- Exercise prompt -
Scan the listing below and copy each line holding the word "align".
◆ ◆ ◆ ◆ ◆
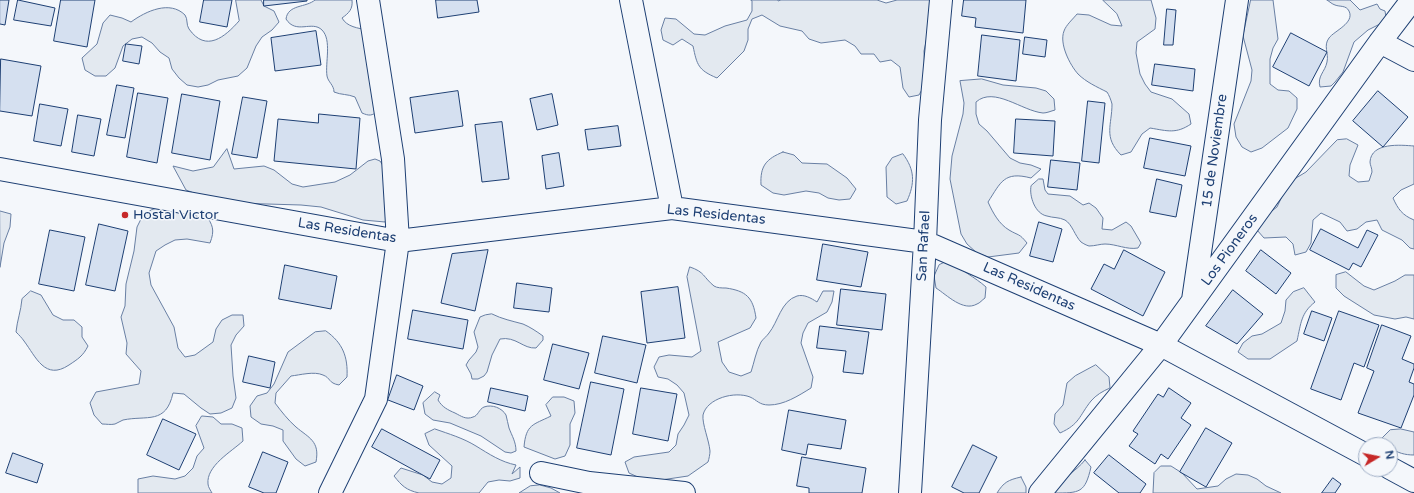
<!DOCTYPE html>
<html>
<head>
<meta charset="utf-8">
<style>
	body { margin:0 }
	#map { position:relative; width:1414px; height:493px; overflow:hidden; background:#f4f7fb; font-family:"Varela Round",sans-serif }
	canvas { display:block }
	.north { position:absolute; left:1358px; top:437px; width:40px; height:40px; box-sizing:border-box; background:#f4f7fb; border:1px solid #9eadc5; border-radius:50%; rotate:80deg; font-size:11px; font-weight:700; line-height:16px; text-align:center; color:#1d3f73 }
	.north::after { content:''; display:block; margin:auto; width:14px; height:18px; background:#c62828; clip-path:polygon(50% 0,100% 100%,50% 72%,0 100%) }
</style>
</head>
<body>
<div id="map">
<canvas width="1414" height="493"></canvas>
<div class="north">N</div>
</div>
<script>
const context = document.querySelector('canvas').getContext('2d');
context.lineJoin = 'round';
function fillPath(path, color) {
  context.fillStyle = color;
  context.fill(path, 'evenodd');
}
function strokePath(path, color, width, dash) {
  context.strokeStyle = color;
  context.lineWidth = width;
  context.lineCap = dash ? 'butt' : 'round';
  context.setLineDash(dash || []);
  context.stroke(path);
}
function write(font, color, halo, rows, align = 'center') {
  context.font = font + ' "Varela Round",sans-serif';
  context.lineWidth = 3;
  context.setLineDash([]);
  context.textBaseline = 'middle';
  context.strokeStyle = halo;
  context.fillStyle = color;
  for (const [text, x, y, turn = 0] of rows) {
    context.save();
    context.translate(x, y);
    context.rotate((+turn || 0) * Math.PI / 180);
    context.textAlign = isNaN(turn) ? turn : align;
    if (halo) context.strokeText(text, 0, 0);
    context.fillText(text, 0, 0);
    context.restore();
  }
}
const green = new Path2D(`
	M236,0H261L264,6L274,11L279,22L272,30L262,37L256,46L247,68L238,76L218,80L208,85L198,87L187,85L179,78L172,69L169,58L160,52L152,43L142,37L132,39L123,46L115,68L106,76H95L85,70L82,58L97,44L103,23L110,15L122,18L131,22C146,11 170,0 185,15C188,19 186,25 189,29C206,53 225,37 239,21Z
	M315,0H352C353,9 349,13 342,18C347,27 358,28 367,30L378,111C372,116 369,116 362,113L355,97C348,94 341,95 334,92C334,85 328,82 327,76C325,63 332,40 322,30C312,20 296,35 286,19C288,4 306,8 315,0Z
	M751,0H778V1L781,0H877L886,3L897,0H931V19L924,51L925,84L919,95L909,97L903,88L900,67L891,60L880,62L874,54H861L855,46L845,40L821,43L809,39L802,31L780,26L762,15L752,19L748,29V40L744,51L717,78C698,70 697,65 693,46L682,39L673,45L663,40L661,30L665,18L676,19L694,34L705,35L725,26L747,20L752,11V1Z
	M1103,0H1151L1156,18L1155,29L1137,42L1136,53L1140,74L1145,84L1151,92L1172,99L1189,114L1191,124C1176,134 1168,131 1150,128L1142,134L1131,152L1121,155C1103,137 1112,125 1112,104C1111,100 1109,95 1107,92C1097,87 1086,82 1078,74C1070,65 1059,44 1064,31C1066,25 1073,19 1077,14L1089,15L1111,25L1122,26L1117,14Z
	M1251,0H1273L1278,39L1273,48L1270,59V84L1278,90L1289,91L1297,98V109L1288,128L1262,148L1251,152L1242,147L1236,137L1234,124L1251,81L1252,70L1243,36Z
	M1327,0H1350L1360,10L1377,4L1380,9L1385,11L1386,17L1384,22L1368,30L1354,42L1343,72L1335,82L1331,86L1320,87C1317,76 1325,72 1327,62C1329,53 1323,46 1329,38C1334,31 1355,23 1349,11C1346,5 1340,7 1335,5C1332,4 1330,2 1327,0Z
	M982,79L1003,85L1036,88L1046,91L1054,99L1055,110C1051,111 1047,113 1043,113C1022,111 994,86 976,102V114L979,124L987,131L1010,158L1020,163L1031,165L1041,169L1031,178C1004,171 1001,182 988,202C993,213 999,224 1009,230C1019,236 1019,233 1027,243L1019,253L988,257L977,253L967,244L961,234L950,179L952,156L963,114L964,103L960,81Z
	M1347,139L1358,145L1350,165L1349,176L1358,182L1369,181C1370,178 1371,175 1372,172C1372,168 1370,165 1370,162C1371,142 1401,145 1414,146V184L1401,190L1393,198C1398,209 1402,215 1414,220V249L1410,248L1402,240L1382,230L1377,220L1366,222L1357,229L1347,231L1340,222L1321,213L1313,220L1311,243L1306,252L1295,255L1293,244L1286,237L1264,238L1257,230L1260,220L1277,207L1287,186L1296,178L1306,172L1337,140Z
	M227,149L234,169L264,166L274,170L292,184L303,187L335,182L350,175L368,161L375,159L380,161L384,167L393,200L385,222L363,220L321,207L301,205L233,203L207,198L186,190L173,166L193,171L213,167Z
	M783,152L794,155L802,163L827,164L847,178L856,189L850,199L839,200L828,198L819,193L806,191L784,195L773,193L761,185C760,166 766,159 783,152Z
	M903,154C915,170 915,183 907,201L896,204L887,197L886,167L892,158Z
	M1039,179H1043L1045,190L1048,194L1070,196L1083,205L1089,203L1096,208L1103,218L1102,229L1112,230L1126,222L1131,226L1141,243L1138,248C1127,250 1116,244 1105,244C1100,244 1095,246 1089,246C1086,245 1084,244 1081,242C1075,236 1072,224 1065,220C1059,217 1053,218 1047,216C1035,214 1029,196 1031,186Z
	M161,207L205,214C213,225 215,230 210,243L187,239L175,240L165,245L156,251L149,273L151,285L174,327L178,348L185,357L195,355L213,342L216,329L222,320L232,315H243L244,326L236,335L231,345L233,376L236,398L232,408L221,413L210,414L201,408L184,394L173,393C166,425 147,415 123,420C120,421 118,423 115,424C111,425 106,424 102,424L94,415L90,403L96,392L139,384L141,371L126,354L127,343L121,317L125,306L126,284L134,251L137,227L142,217L151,210Z
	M0,211L11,214L10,227L4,243L0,267Z
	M950,260C961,271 975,277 986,287L985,298C982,300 980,303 977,304C963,312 947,295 936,288L934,276L939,265Z
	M690,267C705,272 703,277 714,286C717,288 722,288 726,288C746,291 753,297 756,318L750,328L718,342L722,362L729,372L741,376L751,372C754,363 756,351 761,342C763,339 767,336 769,333C778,322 781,301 797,296C804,294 811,298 817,302L823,291H834L832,302L827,312L808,323L803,333L801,343L813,377L811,388C798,396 784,405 769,405C759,405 757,400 750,397C735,391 707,398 703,415C702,424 709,440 710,451C710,454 709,459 708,462L688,476L661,480L640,478L629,473L625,462L634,457L669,452L676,445L678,434L684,425L689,415L684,393L677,385L668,379L658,377L654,367L659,357L669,355L692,357L701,351L687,277Z
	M1346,272L1364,286L1374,290L1395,281L1405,275H1414V319L1406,317L1395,319L1374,315L1344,296L1336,288V275Z
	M1304,288L1315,302C1301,313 1301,323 1297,341L1270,359H1248L1238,352L1243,343L1252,336L1262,334L1281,323L1285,311L1286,300L1293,292Z
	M31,291L41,295L53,315L63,320H74L82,327V337L88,346C83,356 78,359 69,365C45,381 36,357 24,341C22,338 19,335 16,332C17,321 21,311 22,299Z
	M492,314C502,319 512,321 523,324C530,327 536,331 543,336V340L536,348C523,349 516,336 500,339L492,355L487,372L484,376L478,379H472L471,374L466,365L469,360L476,352L478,347L474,332L480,317L485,315Z
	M326,331C343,343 348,357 347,377L339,385C328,383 331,378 323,375C314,371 300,375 291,376L276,393L275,403C281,411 288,420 296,427C309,438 320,441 316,462L305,466L296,459L283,441V430L273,426L261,424L251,417L250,406L257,396L267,393L274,384L288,352L315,332Z
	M1096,365L1109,377L1110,388C1103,391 1096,395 1091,401C1079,416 1080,424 1060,433L1054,424L1055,414L1063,405L1067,383L1075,376Z
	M435,392L440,395L438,400C442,407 448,410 455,413C461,416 466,420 473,417C478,416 479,409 484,407C492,404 502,408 506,415C507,419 508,424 509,428C512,436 516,442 516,451L511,453L505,452L481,436L450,423L433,420L425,414L423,403Z
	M553,397H564L574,401L575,413L570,424V445L565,456L555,459L524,447C526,424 533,425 551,416L546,405Z
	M202,416L213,417L221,424H232L242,428L243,441C231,452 206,466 208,484C208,487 211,491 212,493H138V479L153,476L175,479L185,476L193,468L197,456L204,448L196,426Z
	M435,429C449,434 463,438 476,446C489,454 501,462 516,465L512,474L520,467V478L510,481L499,480L488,482L479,493H419C406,490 402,486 394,476L401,468L423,475L432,482L442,484L451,478L452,466L429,445L425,434Z
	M1401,429L1414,432V455C1405,455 1398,453 1390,448V445H1387L1382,438L1390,430Z
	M1085,460L1091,467C1085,493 1080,493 1054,493C1060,478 1076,472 1085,460Z
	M1161,466H1171L1182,473L1197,489L1218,486L1226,479L1236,474L1248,475L1257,479L1266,486L1281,493H1153L1154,473Z
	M1021,477L1026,487V493H997C1004,482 1008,480 1021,477Z
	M540,485L551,488L560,493H519L530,486Z`);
fillPath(green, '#e3e9f0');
strokePath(green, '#687fa3', 1);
const building = new Path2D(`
	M0,0H9L5,25L0,24Z
	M18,0L55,8L51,26L14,20Z
	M61,0H95L87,47L54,41Z
	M204,0H232L227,27L200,22Z
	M264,0H307V1L264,6Z
	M436,0H477L479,12L438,18Z
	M964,0H1026L1023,33L975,27L976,18L962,16Z
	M1167,9L1176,10L1173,45H1164Z
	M316,31L321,65L275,71L271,38Z
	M1291,33L1327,52L1309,86L1273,67Z
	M982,35L1020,40L1016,81L978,76Z
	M1025,37L1047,40L1045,57L1023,54Z
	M126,44L142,46L139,64L123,61Z
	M1,59L41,66L32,116L0,111Z
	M1155,64L1195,69L1193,91L1152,85Z
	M117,85L134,88L125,138L107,135Z
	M458,91L463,126L415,133L410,98Z
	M1378,91L1408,117L1383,147L1353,121Z
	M138,93L168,98L157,163L127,157Z
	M182,94L220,101L210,160L172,153Z
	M552,94L558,125L537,130L530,99Z
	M243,97L267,101L257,158L232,154Z
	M1088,101L1105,103L1099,163L1082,161Z
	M40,104L68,109L61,146L34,141Z
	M319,114L360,118L356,169L274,161L278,119L318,123Z
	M78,115L101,119L94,156L72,152Z
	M1016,119L1055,121L1053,156L1014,153Z
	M502,122L509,179L482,182L475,125Z
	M618,126L621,146L588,150L585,130Z
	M1150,138L1191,146L1185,176L1144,168Z
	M559,153L564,186L546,189L542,156Z
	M1051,160L1080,163L1077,190L1048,187Z
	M1157,179L1182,185L1176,217L1150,212Z
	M1039,222L1062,229L1053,262L1030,256Z
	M99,224L128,231L115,291L86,285Z
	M1321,229L1358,248L1367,230L1378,235L1361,267L1353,263L1349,270L1310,250Z
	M50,230L85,237L74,291L39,284Z
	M823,244L868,252L861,287L817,280Z
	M488,250L475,311L441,303L452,254Z
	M1124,250L1165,272L1143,316L1091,289L1104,264L1114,269Z
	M1261,250L1291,273L1276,294L1246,271Z
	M285,265L337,276L331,309L279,299Z
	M517,283L552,288L549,312L514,308Z
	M678,287L685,338L647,343L641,292Z
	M841,289L886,294L882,330L837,325Z
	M1233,290L1263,314L1237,344L1206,326Z
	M413,310L468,320L463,349L408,339Z
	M1312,311L1332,318L1324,341L1304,334Z
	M1339,311L1379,325L1364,367L1354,363L1341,400L1311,389Z
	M1382,325L1411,336L1402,359L1414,364V368L1409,382L1414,384V395L1401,428L1358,413L1374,371L1367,368Z
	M820,326L869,332L863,374L843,372L846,351L817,348Z
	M603,336L646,345L637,383L595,373Z
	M553,344L589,353L579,389L544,380Z
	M249,356L275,362L270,388L243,382Z
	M397,375L423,386L414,410L388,400Z
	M591,382L624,389L611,455L577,448Z
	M491,388L528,396L525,411L488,402Z
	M641,388L677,394L668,441L633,434Z
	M1169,388L1191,403L1181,418L1191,425L1168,459L1161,454L1155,464L1129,446L1138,434L1133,431L1158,394L1163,397Z
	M789,410L846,420L841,449L808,444L806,455L782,450Z
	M163,419L196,434L179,470L147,455Z
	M1206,428L1232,443L1206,487L1180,472Z
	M382,429L440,460L430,479L372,447Z
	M973,445L997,457L979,493H964L952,487Z
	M263,452L288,462L276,493H264L249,487Z
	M13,453L43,464L37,483L6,473Z
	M1109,455L1146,484L1140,493H1119L1094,473Z
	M802,457L866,468L862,493H809V488L797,486Z
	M1333,478L1341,484L1335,493H1322Z`);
fillPath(building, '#d5e0f0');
strokePath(building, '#1d3f73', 1);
const minor = new Path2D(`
	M631,0L672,208
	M1380,42L1414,60
	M0,169L398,241L672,208L925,242L1161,345L1366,455
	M1193,300L1237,0
	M1390,468L1414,481
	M541,473L589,483L684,493
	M330,493L376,399L398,241L393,159L368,0
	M910,493L925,242L930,120L941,0
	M1040,493L1161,345L1380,42L1412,0`);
strokePath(minor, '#1d3f73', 24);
strokePath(minor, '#f4f7fb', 22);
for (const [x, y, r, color] of [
	[125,215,4,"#c62828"]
]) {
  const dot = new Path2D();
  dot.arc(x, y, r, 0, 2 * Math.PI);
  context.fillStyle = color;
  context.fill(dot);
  strokePath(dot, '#f4f7fb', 1.5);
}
write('14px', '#1d3f73', '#f4f7fb', [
	["15 de Noviembre",1215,151,-82],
	["Las Residentas",716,215,6],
	["Las Residentas",347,231,9],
	["San Rafael",924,246,-87],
	["Los Pioneros",1230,250,-54],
	["Las Residentas",1029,287,24]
]);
write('14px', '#1d3f73', '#f4f7fb', [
	["Hostal Victor",133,215]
], 'left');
</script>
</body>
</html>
◆ ◆ ◆ ◆ ◆
- Result below -
	.north { position:absolute; left:1358px; top:437px; width:40px; height:40px; box-sizing:border-box; background:#f4f7fb; border:1px solid #9eadc5; border-radius:50%; rotate:80deg; font-size:11px; font-weight:700; line-height:16px; text-align:center; color:#1d3f73 }
function write(font, color, halo, rows, align = 'center') {
    context.textAlign = isNaN(turn) ? turn : align;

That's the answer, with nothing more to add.